What is needed>
Every line holding "Math" should be copied from the records below.

=== Record excerpts ===

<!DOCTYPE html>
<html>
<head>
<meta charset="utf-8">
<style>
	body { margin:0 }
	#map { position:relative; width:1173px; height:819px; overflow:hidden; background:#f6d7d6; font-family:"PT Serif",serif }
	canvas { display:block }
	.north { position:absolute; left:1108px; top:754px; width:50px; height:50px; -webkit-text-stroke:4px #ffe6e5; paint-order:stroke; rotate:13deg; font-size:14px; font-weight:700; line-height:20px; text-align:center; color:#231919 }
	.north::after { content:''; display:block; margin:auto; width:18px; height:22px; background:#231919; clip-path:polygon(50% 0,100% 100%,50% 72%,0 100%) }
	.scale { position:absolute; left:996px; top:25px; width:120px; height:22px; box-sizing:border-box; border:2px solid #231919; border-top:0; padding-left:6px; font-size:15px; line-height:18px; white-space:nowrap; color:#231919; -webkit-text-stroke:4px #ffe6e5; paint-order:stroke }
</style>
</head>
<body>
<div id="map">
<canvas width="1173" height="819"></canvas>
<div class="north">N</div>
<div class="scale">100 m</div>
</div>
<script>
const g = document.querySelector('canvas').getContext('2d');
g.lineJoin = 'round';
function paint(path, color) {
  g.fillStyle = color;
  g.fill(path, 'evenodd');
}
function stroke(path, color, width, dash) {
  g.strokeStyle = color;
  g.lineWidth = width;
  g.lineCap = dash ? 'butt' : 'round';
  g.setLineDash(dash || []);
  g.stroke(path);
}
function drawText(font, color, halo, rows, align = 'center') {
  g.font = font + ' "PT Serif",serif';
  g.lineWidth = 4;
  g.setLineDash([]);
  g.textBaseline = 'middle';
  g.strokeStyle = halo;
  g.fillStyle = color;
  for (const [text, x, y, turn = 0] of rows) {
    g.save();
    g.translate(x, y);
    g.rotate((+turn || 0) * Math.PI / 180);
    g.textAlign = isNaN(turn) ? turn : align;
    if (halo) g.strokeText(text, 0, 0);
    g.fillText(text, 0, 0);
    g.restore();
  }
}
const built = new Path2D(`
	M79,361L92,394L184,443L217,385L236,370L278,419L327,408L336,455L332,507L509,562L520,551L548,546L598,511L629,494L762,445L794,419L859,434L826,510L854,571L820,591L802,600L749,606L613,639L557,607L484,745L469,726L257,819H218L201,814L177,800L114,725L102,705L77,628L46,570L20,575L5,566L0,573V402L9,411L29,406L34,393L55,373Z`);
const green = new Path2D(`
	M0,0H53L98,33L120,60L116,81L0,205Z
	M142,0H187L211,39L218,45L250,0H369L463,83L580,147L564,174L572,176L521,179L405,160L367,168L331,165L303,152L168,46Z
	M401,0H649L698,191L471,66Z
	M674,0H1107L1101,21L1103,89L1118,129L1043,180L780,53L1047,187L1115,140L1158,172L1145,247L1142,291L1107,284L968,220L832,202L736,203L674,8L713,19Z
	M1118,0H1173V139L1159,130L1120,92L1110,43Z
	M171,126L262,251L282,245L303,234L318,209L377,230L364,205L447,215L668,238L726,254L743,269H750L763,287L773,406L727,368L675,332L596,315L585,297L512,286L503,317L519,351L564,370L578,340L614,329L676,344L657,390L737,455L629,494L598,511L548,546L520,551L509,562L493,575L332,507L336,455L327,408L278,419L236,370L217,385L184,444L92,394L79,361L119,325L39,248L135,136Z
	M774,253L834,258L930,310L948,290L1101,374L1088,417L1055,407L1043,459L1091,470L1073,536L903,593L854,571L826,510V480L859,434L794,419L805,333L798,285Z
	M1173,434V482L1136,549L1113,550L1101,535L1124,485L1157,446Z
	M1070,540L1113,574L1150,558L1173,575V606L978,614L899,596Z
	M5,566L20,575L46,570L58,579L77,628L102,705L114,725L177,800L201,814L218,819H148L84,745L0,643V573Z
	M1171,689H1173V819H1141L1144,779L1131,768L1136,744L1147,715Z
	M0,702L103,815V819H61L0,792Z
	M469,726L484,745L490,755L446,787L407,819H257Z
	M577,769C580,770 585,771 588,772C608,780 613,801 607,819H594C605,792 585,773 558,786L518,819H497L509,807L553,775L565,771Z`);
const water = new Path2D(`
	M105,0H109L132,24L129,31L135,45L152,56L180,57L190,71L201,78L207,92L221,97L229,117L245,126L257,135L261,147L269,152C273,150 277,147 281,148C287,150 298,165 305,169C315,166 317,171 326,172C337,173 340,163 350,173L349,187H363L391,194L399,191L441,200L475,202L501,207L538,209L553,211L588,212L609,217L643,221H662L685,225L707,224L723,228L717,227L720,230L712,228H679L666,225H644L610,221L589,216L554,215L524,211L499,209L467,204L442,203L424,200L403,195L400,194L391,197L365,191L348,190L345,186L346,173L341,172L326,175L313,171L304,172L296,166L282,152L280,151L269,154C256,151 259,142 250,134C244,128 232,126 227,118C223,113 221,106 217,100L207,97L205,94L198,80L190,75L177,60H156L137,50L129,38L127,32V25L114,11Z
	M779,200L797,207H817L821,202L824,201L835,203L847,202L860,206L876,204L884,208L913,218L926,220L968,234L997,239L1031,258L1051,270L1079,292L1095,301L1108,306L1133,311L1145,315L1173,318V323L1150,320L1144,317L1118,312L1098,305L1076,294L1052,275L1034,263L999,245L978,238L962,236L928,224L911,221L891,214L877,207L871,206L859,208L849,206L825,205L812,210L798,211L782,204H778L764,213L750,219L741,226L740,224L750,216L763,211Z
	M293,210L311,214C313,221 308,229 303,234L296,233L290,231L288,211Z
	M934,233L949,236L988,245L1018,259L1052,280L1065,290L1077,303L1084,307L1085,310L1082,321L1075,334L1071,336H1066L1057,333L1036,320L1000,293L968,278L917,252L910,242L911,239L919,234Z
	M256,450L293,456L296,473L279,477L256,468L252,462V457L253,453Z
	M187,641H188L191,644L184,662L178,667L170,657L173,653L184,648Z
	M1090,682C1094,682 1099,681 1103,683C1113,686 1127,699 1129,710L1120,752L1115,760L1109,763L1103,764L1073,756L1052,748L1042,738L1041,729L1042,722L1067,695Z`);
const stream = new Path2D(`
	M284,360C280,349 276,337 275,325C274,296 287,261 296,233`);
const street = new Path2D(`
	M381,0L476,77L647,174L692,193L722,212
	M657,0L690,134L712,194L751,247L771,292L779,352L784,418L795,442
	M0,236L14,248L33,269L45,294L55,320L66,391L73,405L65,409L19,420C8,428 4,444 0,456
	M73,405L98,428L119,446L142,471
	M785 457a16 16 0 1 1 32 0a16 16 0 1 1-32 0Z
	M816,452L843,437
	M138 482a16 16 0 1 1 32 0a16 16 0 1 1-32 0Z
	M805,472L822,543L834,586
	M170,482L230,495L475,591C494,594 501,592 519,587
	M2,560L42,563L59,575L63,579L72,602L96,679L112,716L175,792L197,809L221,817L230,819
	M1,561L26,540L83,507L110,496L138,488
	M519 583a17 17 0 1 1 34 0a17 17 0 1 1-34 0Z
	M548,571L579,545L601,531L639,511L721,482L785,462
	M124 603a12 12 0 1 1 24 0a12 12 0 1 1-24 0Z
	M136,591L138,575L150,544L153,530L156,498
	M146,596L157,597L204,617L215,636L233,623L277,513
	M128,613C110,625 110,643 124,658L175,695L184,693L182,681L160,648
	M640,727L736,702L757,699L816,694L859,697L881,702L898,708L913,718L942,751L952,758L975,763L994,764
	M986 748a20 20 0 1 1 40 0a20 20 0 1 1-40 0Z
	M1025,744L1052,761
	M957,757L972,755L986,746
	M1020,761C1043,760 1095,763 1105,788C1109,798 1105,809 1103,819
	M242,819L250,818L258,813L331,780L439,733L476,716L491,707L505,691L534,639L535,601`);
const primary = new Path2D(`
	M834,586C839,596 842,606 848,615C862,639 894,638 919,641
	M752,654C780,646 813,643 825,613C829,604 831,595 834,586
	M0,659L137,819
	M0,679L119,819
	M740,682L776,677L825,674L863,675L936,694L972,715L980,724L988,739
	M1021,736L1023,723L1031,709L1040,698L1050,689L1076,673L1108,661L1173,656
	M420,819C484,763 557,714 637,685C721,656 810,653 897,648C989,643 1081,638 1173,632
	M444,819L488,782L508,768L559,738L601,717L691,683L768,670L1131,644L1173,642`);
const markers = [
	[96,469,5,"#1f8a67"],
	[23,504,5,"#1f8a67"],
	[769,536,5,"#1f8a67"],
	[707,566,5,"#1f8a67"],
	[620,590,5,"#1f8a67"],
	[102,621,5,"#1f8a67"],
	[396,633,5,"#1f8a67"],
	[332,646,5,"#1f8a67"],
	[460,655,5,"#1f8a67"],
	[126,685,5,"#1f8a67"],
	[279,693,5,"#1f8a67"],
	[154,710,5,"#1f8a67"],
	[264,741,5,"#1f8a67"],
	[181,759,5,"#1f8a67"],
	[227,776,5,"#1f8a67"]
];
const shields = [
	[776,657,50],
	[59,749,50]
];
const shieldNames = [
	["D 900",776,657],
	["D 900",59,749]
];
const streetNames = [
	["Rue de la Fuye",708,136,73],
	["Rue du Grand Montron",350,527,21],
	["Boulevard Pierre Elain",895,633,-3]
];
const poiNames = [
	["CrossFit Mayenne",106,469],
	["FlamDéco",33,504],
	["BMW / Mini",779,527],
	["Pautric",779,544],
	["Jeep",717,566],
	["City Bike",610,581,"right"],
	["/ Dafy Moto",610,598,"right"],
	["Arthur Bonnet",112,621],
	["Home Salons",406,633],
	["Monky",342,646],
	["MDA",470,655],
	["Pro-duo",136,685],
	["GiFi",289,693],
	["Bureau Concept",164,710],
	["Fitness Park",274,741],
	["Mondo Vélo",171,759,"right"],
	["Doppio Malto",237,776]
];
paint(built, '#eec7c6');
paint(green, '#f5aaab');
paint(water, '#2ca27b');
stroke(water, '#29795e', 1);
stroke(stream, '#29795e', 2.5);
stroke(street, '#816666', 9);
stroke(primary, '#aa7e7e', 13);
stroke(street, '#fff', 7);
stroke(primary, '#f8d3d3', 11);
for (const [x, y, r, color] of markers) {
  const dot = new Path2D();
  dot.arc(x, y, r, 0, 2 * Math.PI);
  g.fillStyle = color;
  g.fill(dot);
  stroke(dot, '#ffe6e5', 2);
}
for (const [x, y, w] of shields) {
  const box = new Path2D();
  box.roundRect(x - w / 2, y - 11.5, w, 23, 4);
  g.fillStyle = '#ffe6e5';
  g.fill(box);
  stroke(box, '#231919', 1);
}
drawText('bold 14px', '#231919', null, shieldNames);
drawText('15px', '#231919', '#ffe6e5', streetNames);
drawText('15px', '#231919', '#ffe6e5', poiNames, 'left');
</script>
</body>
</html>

===

Your solution>
    g.rotate((+turn || 0) * Math.PI / 180);
  dot.arc(x, y, r, 0, 2 * Math.PI);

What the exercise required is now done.